Cycles

In Example , we showed a robust saddle connection between equilibria of the same isotropy type. Another possibility is that we may have robust saddle connections between equilibria of different isotropy type. This in turn can lead to cycles of connections.

Given $x \in V$, and let $\omega(x)$ and $\alpha(x)$ respectively denote the omega- and alpha-limit sets of the maximal integral curve through x. Thus, if $\phi: (a,b) \mbox{$\rightarrow$ }V$ is the maximal integral curve through x, then $y \in \omega(x)$ if there exists a strictly increasing sequence $(t_i)\subset \mbox{$\mathbb{R} $ }$ such that $t_i \mbox{$\rightarrow$ }b$, $\phi(t_i) \mbox{$\rightarrow$ }y$ as $i \mbox{$\rightarrow$ }\infty$. It follows from (,), that if $\Gamma_x = H$, then $\omega(x), \alpha(x) \subset V^H$. In particular, any point in $\omega(x),\alpha(x)$ must have isotropy group as least as big as H. Thus, even though isotropy is constant along integral curves, it is possible in principle for symmetry to increase at limit points of a trajectory. As we shall now explain, this observation underlies the formation of robust heteroclinic cycles in equivariant dynamics.

  

Figure: A connection in V^H

Suppose that $\alpha(x) = \{p\}$, $\omega(x) = \{q\}$. Necessarily, p, q must be equilibria of X. We assume that that p,q are hyperbolic. Obviously, $W^u(p)\cap W^s(q) \cap V^H$contains the trajectory through x (see Figure ). If $p,q \in V^H \setminus V^{(H)}$, then $\Gamma_p, \Gamma_q \supsetneq H = \Gamma_x$. In the simplest case, we might suppose that $\Gamma_p \ne \Gamma_q$, the fixed point spaces of $\Gamma_p, \Gamma_q$are one-dimensional ( $\Gamma_p, \Gamma_q$ are maximal isotropy groups) and V^H is two-dimensional (as in Figure ). Note that the connection between p,q is robust to $\Gamma$-perturbations of X even though the intersection of W^u(p) and W^s(q) can never be transverse.

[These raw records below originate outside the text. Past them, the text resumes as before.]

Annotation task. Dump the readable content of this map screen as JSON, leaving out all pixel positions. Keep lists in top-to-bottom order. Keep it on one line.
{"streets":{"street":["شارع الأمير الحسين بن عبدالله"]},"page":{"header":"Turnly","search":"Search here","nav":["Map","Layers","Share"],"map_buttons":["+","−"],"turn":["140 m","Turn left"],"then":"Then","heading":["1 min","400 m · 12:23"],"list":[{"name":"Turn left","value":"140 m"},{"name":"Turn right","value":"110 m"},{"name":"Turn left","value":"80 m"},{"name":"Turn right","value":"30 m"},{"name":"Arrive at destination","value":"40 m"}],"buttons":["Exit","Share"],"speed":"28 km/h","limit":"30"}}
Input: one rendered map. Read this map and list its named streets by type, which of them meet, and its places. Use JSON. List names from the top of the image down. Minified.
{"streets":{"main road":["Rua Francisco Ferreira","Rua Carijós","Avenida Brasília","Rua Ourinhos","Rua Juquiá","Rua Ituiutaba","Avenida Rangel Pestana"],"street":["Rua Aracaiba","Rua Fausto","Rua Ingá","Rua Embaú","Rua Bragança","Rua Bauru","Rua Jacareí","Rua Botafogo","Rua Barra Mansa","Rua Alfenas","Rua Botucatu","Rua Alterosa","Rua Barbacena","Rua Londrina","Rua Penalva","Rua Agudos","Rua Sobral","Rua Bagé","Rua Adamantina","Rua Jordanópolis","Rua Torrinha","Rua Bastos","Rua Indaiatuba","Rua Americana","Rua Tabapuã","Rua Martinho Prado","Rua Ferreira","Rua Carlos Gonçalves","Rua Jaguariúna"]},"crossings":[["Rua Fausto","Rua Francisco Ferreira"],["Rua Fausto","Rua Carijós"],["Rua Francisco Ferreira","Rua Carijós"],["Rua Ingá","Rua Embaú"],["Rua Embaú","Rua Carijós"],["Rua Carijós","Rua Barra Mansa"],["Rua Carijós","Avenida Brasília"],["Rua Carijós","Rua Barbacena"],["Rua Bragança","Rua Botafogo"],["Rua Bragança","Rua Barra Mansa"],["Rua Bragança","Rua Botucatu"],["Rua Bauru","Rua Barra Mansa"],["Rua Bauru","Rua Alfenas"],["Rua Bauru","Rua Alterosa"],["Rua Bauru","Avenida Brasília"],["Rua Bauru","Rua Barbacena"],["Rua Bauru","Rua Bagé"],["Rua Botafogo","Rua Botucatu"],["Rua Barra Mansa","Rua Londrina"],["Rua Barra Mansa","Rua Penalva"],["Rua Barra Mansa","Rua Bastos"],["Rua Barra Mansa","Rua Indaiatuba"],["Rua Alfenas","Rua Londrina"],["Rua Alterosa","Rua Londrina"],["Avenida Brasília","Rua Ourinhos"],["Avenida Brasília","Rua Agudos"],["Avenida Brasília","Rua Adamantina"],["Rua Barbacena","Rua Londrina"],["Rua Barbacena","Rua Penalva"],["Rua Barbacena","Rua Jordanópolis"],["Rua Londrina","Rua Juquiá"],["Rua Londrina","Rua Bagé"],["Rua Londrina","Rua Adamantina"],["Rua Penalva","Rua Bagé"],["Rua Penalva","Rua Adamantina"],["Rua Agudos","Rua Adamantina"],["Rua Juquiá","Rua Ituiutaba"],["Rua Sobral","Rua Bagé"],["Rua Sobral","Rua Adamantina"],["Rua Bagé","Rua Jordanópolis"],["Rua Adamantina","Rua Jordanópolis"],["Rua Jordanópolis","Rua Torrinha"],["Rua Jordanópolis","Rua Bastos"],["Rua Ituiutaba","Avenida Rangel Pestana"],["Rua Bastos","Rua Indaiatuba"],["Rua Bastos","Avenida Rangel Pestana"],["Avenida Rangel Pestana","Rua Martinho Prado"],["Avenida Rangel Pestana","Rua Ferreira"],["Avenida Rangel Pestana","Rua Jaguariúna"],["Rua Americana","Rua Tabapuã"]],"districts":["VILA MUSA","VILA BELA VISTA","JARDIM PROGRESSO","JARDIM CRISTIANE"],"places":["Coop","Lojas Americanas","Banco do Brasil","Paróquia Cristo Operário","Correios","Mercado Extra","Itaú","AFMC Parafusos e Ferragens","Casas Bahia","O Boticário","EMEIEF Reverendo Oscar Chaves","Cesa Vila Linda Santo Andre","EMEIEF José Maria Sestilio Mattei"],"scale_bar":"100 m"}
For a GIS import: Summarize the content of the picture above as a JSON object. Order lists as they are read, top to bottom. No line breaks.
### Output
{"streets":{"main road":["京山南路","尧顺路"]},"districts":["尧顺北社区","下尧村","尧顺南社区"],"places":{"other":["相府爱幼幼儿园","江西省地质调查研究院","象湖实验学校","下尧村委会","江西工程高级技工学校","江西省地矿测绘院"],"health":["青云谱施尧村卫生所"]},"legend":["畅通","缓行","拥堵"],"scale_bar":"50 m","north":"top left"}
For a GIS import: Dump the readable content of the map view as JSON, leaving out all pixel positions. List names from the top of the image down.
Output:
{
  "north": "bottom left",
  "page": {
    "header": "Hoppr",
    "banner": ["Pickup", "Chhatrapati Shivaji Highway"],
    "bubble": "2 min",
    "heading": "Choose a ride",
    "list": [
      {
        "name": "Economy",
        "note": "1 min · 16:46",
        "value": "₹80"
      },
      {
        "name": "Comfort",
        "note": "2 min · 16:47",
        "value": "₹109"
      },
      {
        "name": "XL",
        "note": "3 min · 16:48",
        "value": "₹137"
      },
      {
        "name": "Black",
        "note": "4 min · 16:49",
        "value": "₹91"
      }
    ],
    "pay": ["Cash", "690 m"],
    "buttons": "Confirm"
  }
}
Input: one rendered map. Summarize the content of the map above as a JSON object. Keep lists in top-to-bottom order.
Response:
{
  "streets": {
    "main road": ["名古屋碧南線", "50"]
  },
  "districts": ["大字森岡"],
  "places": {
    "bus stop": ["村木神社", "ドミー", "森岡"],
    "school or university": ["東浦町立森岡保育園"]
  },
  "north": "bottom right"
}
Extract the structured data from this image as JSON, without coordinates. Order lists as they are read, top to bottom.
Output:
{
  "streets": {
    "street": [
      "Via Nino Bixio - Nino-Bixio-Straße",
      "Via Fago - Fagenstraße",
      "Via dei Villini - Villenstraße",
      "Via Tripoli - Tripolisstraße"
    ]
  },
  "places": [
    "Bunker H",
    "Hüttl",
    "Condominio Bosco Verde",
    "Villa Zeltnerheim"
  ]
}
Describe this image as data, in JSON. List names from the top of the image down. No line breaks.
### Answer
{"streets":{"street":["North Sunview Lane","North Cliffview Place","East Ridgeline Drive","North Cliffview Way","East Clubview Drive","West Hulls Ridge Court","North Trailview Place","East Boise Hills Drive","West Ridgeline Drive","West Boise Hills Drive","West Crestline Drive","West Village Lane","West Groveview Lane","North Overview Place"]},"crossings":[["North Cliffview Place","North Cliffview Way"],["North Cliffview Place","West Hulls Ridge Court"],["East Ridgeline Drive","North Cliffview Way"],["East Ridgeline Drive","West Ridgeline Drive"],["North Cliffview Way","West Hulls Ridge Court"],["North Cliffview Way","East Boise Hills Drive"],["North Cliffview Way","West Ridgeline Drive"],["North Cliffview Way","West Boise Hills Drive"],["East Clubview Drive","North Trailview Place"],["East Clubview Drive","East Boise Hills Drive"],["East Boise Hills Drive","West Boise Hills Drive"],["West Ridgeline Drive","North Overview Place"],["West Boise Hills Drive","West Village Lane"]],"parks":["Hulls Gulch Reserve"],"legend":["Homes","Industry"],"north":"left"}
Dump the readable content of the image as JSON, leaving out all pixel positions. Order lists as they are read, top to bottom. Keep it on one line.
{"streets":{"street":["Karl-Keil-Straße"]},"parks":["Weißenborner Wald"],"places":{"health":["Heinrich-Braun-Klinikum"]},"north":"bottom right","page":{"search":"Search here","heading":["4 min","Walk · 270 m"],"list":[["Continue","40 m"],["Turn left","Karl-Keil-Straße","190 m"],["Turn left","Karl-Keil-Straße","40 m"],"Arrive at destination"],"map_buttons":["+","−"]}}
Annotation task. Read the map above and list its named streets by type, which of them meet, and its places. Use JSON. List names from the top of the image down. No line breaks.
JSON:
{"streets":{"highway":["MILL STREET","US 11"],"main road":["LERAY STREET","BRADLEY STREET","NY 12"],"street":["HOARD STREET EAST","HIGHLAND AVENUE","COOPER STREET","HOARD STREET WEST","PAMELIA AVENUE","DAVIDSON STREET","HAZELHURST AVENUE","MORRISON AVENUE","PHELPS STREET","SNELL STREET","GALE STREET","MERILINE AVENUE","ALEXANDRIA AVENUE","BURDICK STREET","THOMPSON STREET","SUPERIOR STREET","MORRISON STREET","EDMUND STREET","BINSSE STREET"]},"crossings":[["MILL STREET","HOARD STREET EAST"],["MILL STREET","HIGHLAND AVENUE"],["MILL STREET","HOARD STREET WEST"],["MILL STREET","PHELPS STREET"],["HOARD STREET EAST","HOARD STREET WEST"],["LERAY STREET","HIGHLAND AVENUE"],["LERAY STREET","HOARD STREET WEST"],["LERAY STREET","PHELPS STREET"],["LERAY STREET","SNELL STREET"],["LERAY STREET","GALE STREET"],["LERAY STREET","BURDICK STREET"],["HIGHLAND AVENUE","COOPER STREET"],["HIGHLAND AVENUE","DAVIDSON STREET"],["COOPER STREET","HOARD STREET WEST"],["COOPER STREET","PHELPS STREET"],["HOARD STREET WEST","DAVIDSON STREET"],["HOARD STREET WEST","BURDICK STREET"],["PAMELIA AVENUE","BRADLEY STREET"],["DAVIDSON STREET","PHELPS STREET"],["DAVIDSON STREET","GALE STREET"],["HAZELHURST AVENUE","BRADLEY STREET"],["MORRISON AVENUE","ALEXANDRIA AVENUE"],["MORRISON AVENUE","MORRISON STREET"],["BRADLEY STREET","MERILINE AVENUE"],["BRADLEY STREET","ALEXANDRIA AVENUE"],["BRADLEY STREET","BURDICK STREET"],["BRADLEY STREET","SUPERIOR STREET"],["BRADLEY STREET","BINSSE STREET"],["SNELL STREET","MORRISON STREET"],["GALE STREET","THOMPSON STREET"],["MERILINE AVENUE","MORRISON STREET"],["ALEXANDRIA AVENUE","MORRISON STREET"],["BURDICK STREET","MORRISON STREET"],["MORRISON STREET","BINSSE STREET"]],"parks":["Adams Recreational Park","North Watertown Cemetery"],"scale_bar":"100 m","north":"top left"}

Suppose that p,q are symmetry related. That is, there exists $\gamma \in \Gamma$such that $\gamma p = q$ ( $\Gamma_p, \Gamma_q$ are conjugate subgroups of $\Gamma$). It follows by $\Gamma$-equivariance that $DX(q) = \gamma^{-1} DX(p) \gamma$. In particular, DX(q) has a positive eigenvalue and the corresponding eigenspace must lie in the two-dimensional fixed point space $\gamma V = V^{\gamma H \gamma^{-1}}$. By equivariance, we see that there must be a connection between q and $\gamma q$ in $V^{\gamma H \gamma^{-1}}$ (note that $\gamma q \ne p$, else $V^H = \gamma V^H$ and the indices of DX(p)|V^H, DX(q)|V^H would be equal). Iterating this construction, we obtain connections between $\gamma^n p$ and $\gamma^n q$, for all $n \in \mbox{$\mathbb{Z} $ }$. Since we assume $\Gamma$ is finite, there exists a smallest N > 0 such that $\gamma^N q = p$. The resulting cycle of connections between equilibria lying on the same $\Gamma$-orbit is called a homoclinic cycle. If we had constructed a cycle between equilibria lying on different $\Gamma$-orbits, we call the cycle a heteroclinic cycle (we refer to [24] where this type of distinction was first made and to [15] for generalities on homoclinic and heteroclinic cycles).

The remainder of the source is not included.